* _LISTED RECORDS_
▽

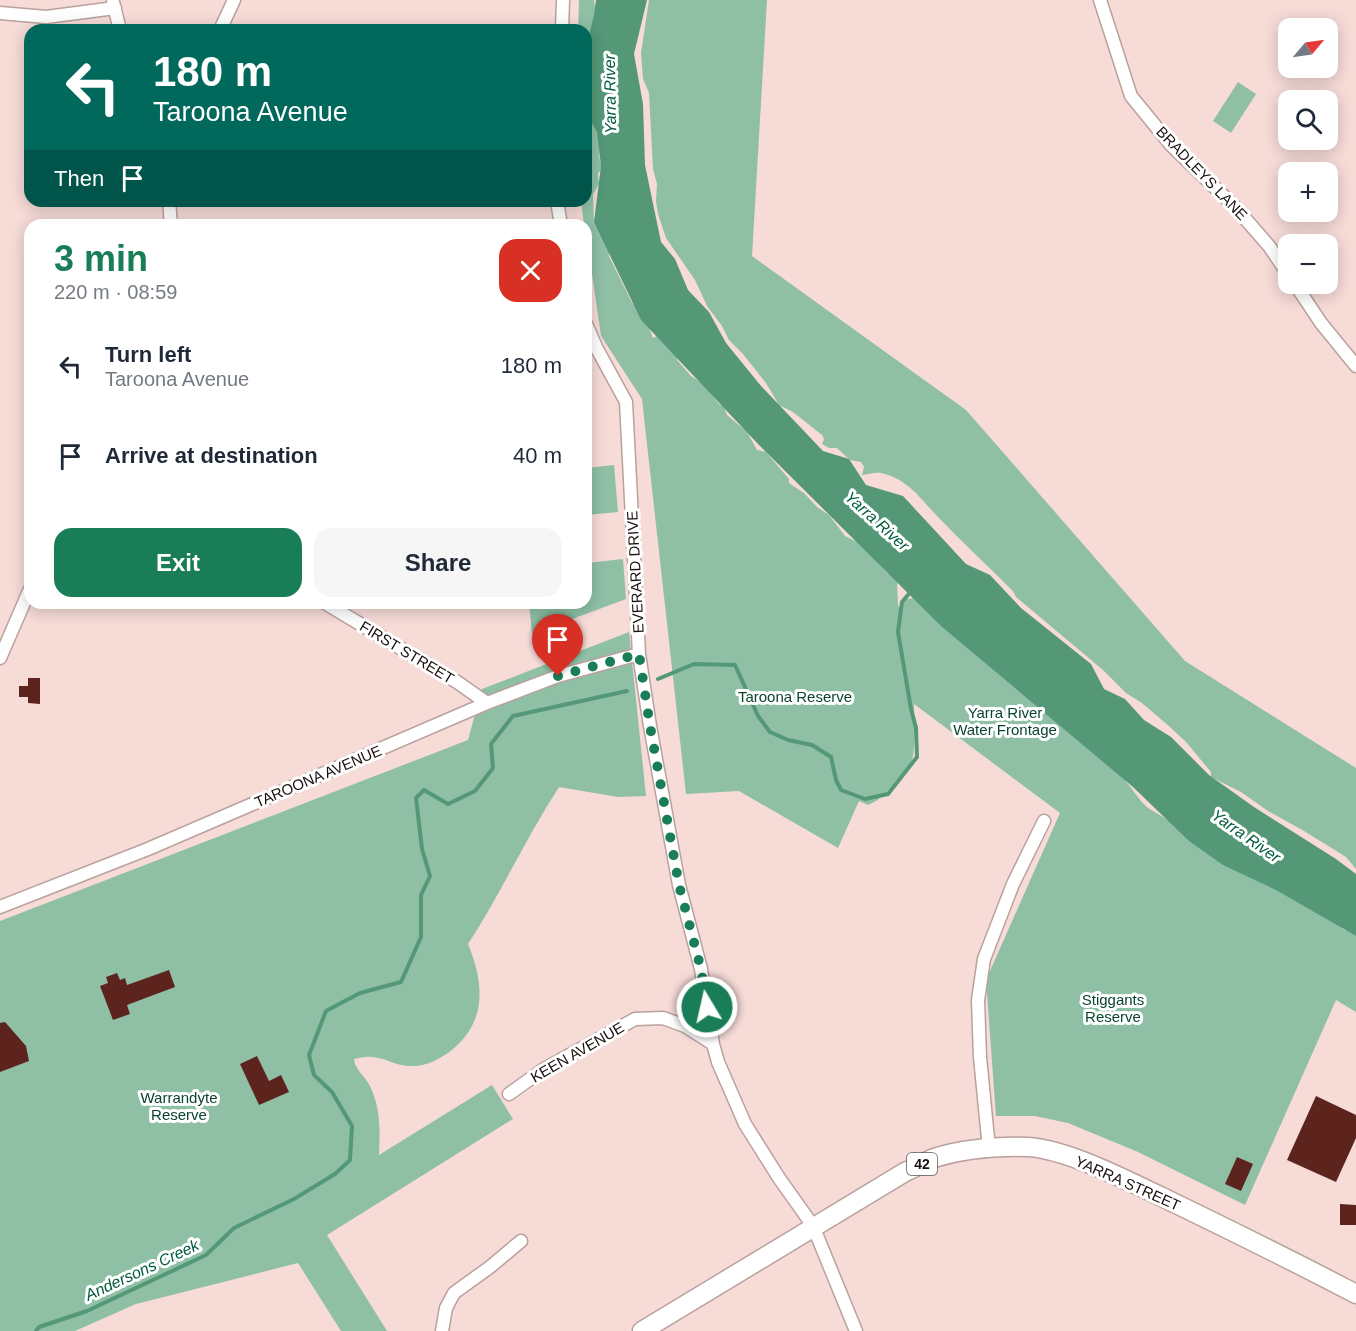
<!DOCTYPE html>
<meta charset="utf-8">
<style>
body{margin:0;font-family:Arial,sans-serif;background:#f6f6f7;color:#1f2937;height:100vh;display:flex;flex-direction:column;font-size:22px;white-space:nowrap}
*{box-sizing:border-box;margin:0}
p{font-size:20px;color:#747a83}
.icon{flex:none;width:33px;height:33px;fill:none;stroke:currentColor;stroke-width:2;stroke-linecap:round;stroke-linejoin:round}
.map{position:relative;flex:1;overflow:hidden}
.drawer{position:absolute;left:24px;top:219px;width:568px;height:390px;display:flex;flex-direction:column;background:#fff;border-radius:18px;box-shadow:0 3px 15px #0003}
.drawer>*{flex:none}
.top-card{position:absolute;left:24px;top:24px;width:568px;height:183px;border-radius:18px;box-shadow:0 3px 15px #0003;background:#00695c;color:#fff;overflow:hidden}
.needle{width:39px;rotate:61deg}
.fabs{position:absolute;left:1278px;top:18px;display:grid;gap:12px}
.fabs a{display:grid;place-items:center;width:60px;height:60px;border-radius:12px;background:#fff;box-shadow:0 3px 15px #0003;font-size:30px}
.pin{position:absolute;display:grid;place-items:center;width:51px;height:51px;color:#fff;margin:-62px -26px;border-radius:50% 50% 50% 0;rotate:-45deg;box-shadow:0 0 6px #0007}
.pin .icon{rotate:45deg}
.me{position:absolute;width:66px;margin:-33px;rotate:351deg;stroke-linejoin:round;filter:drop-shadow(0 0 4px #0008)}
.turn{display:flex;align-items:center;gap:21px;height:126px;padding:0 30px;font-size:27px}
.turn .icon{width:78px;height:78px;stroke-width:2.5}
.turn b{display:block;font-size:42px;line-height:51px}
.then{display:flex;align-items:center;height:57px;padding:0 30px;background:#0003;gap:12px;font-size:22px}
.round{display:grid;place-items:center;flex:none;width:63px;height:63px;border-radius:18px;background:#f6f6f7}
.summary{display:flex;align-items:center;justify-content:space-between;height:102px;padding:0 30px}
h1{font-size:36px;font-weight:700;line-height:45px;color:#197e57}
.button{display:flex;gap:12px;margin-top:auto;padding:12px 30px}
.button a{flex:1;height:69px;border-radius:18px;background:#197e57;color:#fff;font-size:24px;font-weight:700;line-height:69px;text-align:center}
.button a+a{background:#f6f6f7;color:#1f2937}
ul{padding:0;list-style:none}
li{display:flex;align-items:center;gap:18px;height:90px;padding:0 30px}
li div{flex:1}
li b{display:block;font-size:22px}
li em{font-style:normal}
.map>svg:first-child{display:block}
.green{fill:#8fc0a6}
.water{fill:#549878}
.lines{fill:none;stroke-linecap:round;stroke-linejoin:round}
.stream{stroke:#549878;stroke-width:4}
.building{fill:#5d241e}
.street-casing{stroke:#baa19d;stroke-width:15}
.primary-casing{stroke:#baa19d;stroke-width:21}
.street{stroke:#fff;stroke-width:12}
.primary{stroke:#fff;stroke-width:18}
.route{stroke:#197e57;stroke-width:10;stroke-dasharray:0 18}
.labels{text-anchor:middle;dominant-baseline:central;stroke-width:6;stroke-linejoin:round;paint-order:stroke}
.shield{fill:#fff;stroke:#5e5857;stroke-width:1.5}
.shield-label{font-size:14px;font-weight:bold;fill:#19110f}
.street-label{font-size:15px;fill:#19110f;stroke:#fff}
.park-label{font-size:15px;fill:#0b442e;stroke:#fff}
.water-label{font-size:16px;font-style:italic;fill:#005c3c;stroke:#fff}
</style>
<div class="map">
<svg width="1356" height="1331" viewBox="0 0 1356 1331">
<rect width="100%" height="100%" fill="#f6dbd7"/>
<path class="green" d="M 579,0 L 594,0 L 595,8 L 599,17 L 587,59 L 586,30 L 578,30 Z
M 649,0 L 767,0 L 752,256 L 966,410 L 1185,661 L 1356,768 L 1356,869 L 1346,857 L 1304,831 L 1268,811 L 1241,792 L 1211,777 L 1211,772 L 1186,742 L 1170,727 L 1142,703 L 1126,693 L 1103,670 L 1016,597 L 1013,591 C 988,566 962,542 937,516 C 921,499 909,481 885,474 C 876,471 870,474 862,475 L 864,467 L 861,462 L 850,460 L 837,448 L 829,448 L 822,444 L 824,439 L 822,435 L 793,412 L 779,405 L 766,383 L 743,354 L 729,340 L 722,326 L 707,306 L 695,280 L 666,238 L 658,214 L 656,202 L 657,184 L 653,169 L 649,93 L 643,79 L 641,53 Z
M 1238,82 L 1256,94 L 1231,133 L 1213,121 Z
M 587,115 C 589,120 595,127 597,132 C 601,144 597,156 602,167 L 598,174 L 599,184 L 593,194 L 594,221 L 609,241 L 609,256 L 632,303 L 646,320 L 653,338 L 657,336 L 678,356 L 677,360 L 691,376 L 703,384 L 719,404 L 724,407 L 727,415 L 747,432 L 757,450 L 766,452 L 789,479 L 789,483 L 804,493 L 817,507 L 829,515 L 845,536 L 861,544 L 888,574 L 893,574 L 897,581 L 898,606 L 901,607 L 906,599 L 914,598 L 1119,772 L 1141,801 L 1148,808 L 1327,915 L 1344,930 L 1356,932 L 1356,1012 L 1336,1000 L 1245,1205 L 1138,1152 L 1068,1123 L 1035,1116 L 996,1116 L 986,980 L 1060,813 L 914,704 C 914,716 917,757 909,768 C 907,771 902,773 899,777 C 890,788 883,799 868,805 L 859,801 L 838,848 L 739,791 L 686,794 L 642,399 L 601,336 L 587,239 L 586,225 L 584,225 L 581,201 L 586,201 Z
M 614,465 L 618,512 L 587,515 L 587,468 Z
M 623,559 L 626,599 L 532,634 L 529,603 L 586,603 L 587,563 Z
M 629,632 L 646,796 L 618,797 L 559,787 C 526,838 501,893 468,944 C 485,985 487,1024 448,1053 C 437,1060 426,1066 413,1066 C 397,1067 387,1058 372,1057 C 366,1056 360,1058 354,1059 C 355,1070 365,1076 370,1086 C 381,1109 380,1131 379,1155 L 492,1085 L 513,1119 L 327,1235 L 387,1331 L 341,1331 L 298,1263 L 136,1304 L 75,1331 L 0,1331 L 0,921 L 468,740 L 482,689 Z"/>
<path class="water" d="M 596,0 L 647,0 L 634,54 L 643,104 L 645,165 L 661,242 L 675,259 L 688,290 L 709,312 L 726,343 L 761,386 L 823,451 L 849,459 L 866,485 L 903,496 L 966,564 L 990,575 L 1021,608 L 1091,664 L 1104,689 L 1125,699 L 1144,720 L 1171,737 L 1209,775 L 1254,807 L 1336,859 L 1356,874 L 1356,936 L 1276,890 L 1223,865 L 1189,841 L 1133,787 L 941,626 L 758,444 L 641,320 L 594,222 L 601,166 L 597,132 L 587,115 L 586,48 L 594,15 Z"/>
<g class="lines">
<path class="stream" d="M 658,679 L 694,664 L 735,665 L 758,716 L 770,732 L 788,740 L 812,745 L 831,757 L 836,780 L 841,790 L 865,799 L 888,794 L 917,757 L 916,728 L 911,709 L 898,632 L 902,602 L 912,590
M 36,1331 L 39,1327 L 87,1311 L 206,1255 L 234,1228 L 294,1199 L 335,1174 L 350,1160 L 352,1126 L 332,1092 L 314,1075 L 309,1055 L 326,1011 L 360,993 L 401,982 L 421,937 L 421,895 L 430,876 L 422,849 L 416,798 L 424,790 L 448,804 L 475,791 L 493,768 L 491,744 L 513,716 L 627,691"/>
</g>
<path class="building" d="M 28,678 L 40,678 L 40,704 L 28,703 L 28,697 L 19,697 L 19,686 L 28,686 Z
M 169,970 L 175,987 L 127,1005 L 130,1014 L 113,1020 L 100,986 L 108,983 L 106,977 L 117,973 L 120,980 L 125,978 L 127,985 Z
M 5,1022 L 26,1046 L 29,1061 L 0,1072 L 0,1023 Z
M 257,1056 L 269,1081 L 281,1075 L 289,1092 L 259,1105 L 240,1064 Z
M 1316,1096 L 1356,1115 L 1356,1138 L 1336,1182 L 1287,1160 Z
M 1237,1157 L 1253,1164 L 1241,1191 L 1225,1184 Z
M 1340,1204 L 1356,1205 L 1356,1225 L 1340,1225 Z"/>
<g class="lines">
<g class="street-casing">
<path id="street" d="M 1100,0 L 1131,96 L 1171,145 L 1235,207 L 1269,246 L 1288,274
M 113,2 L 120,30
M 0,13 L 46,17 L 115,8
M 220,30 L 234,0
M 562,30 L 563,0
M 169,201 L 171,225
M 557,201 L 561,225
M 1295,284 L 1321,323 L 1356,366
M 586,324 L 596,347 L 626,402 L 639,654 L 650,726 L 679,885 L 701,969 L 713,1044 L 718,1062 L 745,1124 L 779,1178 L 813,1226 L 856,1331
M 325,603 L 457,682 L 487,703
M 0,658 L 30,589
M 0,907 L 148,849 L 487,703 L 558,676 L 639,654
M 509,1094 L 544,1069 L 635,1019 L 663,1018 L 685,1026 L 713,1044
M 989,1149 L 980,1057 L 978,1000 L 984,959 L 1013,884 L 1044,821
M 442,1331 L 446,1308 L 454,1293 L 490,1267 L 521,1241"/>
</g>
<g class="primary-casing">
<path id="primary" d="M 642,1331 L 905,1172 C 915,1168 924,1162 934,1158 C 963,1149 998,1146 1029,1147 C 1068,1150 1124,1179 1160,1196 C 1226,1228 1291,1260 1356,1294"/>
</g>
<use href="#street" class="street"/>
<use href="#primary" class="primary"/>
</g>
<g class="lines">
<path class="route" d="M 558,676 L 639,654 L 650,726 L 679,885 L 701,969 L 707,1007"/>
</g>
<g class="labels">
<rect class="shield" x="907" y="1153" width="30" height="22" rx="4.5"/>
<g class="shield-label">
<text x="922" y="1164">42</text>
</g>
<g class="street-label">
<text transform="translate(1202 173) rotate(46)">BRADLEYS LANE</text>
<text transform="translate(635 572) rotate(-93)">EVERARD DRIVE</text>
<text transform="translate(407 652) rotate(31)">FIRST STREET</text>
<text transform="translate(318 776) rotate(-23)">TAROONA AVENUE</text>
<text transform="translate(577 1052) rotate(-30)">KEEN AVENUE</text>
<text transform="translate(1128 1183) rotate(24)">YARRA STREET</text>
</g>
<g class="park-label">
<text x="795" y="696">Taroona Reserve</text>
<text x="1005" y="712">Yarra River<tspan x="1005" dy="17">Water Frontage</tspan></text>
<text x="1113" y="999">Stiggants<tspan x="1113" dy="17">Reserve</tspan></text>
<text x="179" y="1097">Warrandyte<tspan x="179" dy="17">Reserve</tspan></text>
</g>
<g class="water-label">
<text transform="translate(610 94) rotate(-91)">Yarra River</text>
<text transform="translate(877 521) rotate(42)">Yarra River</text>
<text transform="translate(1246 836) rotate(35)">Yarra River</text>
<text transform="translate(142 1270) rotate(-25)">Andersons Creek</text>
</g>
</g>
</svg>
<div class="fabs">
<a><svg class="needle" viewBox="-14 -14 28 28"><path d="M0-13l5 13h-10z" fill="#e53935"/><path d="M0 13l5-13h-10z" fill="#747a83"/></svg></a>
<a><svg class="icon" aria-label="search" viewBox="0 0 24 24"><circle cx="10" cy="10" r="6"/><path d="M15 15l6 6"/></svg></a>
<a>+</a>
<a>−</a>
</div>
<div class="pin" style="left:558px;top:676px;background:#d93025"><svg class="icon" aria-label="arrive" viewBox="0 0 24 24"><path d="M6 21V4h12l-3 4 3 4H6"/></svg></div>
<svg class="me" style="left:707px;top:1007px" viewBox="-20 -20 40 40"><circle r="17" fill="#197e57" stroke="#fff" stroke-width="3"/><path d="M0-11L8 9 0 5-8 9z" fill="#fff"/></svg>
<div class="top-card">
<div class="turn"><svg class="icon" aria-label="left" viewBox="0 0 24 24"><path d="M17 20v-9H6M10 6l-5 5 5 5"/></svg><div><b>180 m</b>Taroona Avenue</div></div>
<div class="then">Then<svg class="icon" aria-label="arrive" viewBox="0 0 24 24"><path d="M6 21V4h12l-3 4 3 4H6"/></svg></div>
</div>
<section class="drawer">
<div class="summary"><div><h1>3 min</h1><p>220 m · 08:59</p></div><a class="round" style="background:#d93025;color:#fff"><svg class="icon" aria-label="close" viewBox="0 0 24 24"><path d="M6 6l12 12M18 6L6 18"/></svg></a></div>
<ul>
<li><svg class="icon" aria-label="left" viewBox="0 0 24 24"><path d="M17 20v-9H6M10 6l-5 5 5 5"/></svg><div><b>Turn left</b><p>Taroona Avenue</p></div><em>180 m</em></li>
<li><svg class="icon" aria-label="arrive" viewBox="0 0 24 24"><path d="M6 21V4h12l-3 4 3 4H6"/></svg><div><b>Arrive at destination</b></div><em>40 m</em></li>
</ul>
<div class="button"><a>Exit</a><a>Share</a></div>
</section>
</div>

△

* _EXERCISE DETAILS_
Where does "hidden" appear in the records above? Copy each line that holds it.

* _YOUR RESPONSE_
.map{position:relative;flex:1;overflow:hidden}
.top-card{position:absolute;left:24px;top:24px;width:568px;height:183px;border-radius:18px;box-shadow:0 3px 15px #0003;background:#00695c;color:#fff;overflow:hidden}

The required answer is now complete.